● Description of the task:
Take the entries below and print all of them exactly, please.

Collected data entries:

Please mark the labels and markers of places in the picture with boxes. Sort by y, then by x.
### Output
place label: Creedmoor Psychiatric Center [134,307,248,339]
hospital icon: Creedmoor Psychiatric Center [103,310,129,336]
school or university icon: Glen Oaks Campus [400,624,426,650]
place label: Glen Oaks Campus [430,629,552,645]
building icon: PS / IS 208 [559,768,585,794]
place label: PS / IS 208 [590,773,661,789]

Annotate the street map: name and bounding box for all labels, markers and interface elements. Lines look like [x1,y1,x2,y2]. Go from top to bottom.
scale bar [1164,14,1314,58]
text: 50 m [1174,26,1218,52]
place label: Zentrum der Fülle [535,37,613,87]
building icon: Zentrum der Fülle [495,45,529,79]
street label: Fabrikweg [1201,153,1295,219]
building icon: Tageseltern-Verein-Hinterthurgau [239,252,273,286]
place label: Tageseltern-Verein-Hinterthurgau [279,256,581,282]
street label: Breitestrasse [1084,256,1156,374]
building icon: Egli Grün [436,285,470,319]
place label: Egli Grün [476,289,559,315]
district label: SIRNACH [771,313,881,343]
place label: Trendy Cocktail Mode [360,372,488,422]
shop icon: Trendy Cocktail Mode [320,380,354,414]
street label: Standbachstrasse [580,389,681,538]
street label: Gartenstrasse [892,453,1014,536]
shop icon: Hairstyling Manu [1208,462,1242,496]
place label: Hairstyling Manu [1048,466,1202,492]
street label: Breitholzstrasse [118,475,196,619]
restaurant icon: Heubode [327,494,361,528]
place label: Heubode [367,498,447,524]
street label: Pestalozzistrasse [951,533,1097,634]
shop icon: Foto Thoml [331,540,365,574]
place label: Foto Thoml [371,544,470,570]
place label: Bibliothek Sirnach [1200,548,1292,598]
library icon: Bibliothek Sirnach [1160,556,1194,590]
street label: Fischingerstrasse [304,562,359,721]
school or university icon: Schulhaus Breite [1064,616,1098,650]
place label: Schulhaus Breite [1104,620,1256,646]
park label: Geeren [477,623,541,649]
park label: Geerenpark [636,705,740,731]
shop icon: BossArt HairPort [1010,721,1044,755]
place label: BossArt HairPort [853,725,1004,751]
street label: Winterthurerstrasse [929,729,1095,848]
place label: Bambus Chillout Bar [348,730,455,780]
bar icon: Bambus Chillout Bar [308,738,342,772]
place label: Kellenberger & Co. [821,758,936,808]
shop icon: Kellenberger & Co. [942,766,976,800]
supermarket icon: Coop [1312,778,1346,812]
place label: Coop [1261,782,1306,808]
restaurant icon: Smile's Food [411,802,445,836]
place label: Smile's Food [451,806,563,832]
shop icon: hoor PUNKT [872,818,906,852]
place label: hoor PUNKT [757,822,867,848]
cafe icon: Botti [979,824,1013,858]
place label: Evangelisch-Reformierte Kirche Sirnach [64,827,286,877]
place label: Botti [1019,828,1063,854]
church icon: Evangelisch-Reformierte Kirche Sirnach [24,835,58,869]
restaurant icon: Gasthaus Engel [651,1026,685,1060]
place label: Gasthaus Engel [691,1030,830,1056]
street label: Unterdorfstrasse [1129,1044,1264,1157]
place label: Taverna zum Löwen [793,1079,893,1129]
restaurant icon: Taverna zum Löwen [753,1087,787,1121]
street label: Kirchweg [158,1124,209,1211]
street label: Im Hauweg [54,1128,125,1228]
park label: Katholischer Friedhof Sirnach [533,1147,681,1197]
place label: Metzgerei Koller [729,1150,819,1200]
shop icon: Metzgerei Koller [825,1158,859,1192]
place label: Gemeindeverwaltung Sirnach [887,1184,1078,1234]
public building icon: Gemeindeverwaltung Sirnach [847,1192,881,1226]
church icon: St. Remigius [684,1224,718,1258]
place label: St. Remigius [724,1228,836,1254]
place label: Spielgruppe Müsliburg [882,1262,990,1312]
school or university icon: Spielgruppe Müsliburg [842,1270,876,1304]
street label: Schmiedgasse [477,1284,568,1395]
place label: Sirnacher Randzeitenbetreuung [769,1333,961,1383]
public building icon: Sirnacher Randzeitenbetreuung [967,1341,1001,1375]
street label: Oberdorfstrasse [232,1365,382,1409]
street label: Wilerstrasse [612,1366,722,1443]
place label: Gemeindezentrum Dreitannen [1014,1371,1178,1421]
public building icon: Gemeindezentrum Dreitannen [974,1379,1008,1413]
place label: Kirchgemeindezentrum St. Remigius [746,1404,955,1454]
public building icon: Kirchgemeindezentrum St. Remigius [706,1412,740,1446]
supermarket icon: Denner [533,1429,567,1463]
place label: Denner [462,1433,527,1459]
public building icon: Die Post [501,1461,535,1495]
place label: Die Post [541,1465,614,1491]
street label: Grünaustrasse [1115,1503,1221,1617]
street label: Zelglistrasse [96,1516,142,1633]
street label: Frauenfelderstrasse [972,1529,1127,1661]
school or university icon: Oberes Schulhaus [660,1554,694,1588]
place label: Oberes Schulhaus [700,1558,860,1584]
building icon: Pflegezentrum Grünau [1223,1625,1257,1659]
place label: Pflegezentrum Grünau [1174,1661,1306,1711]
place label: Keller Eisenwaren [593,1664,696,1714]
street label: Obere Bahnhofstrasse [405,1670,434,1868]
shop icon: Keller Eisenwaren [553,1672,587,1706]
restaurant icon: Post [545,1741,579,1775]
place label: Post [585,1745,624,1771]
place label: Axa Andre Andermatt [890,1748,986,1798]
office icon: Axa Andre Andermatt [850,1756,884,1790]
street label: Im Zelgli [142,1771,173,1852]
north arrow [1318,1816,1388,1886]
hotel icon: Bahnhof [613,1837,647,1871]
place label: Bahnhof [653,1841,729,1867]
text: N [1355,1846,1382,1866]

● Completed task:
Please mark the labels and markers of places in the picture with boxes. Sort by y, then by x.
### Output
place label: Creedmoor Psychiatric Center [134,307,248,339]
hospital icon: Creedmoor Psychiatric Center [103,310,129,336]
school or university icon: Glen Oaks Campus [400,624,426,650]
place label: Glen Oaks Campus [430,629,552,645]
building icon: PS / IS 208 [559,768,585,794]
place label: PS / IS 208 [590,773,661,789]

Annotate the street map: name and bounding box for all labels, markers and interface elements. Lines look like [x1,y1,x2,y2]. Go from top to bottom.
scale bar [1164,14,1314,58]
text: 50 m [1174,26,1218,52]
place label: Zentrum der Fülle [535,37,613,87]
building icon: Zentrum der Fülle [495,45,529,79]
street label: Fabrikweg [1201,153,1295,219]
building icon: Tageseltern-Verein-Hinterthurgau [239,252,273,286]
place label: Tageseltern-Verein-Hinterthurgau [279,256,581,282]
street label: Breitestrasse [1084,256,1156,374]
building icon: Egli Grün [436,285,470,319]
place label: Egli Grün [476,289,559,315]
district label: SIRNACH [771,313,881,343]
place label: Trendy Cocktail Mode [360,372,488,422]
shop icon: Trendy Cocktail Mode [320,380,354,414]
street label: Standbachstrasse [580,389,681,538]
street label: Gartenstrasse [892,453,1014,536]
shop icon: Hairstyling Manu [1208,462,1242,496]
place label: Hairstyling Manu [1048,466,1202,492]
street label: Breitholzstrasse [118,475,196,619]
restaurant icon: Heubode [327,494,361,528]
place label: Heubode [367,498,447,524]
street label: Pestalozzistrasse [951,533,1097,634]
shop icon: Foto Thoml [331,540,365,574]
place label: Foto Thoml [371,544,470,570]
place label: Bibliothek Sirnach [1200,548,1292,598]
library icon: Bibliothek Sirnach [1160,556,1194,590]
street label: Fischingerstrasse [304,562,359,721]
school or university icon: Schulhaus Breite [1064,616,1098,650]
place label: Schulhaus Breite [1104,620,1256,646]
park label: Geeren [477,623,541,649]
park label: Geerenpark [636,705,740,731]
shop icon: BossArt HairPort [1010,721,1044,755]
place label: BossArt HairPort [853,725,1004,751]
street label: Winterthurerstrasse [929,729,1095,848]
place label: Bambus Chillout Bar [348,730,455,780]
bar icon: Bambus Chillout Bar [308,738,342,772]
place label: Kellenberger & Co. [821,758,936,808]
shop icon: Kellenberger & Co. [942,766,976,800]
supermarket icon: Coop [1312,778,1346,812]
place label: Coop [1261,782,1306,808]
restaurant icon: Smile's Food [411,802,445,836]
place label: Smile's Food [451,806,563,832]
shop icon: hoor PUNKT [872,818,906,852]
place label: hoor PUNKT [757,822,867,848]
cafe icon: Botti [979,824,1013,858]
place label: Evangelisch-Reformierte Kirche Sirnach [64,827,286,877]
place label: Botti [1019,828,1063,854]
church icon: Evangelisch-Reformierte Kirche Sirnach [24,835,58,869]
restaurant icon: Gasthaus Engel [651,1026,685,1060]
place label: Gasthaus Engel [691,1030,830,1056]
street label: Unterdorfstrasse [1129,1044,1264,1157]
place label: Taverna zum Löwen [793,1079,893,1129]
restaurant icon: Taverna zum Löwen [753,1087,787,1121]
street label: Kirchweg [158,1124,209,1211]
street label: Im Hauweg [54,1128,125,1228]
park label: Katholischer Friedhof Sirnach [533,1147,681,1197]
place label: Metzgerei Koller [729,1150,819,1200]
shop icon: Metzgerei Koller [825,1158,859,1192]
place label: Gemeindeverwaltung Sirnach [887,1184,1078,1234]
public building icon: Gemeindeverwaltung Sirnach [847,1192,881,1226]
church icon: St. Remigius [684,1224,718,1258]
place label: St. Remigius [724,1228,836,1254]
place label: Spielgruppe Müsliburg [882,1262,990,1312]
school or university icon: Spielgruppe Müsliburg [842,1270,876,1304]
street label: Schmiedgasse [477,1284,568,1395]
place label: Sirnacher Randzeitenbetreuung [769,1333,961,1383]
public building icon: Sirnacher Randzeitenbetreuung [967,1341,1001,1375]
street label: Oberdorfstrasse [232,1365,382,1409]
street label: Wilerstrasse [612,1366,722,1443]
place label: Gemeindezentrum Dreitannen [1014,1371,1178,1421]
public building icon: Gemeindezentrum Dreitannen [974,1379,1008,1413]
place label: Kirchgemeindezentrum St. Remigius [746,1404,955,1454]
public building icon: Kirchgemeindezentrum St. Remigius [706,1412,740,1446]
supermarket icon: Denner [533,1429,567,1463]
place label: Denner [462,1433,527,1459]
public building icon: Die Post [501,1461,535,1495]
place label: Die Post [541,1465,614,1491]
street label: Grünaustrasse [1115,1503,1221,1617]
street label: Zelglistrasse [96,1516,142,1633]
street label: Frauenfelderstrasse [972,1529,1127,1661]
school or university icon: Oberes Schulhaus [660,1554,694,1588]
place label: Oberes Schulhaus [700,1558,860,1584]
building icon: Pflegezentrum Grünau [1223,1625,1257,1659]
place label: Pflegezentrum Grünau [1174,1661,1306,1711]
place label: Keller Eisenwaren [593,1664,696,1714]
street label: Obere Bahnhofstrasse [405,1670,434,1868]
shop icon: Keller Eisenwaren [553,1672,587,1706]
restaurant icon: Post [545,1741,579,1775]
place label: Post [585,1745,624,1771]
place label: Axa Andre Andermatt [890,1748,986,1798]
office icon: Axa Andre Andermatt [850,1756,884,1790]
street label: Im Zelgli [142,1771,173,1852]
north arrow [1318,1816,1388,1886]
hotel icon: Bahnhof [613,1837,647,1871]
place label: Bahnhof [653,1841,729,1867]
text: N [1355,1846,1382,1866]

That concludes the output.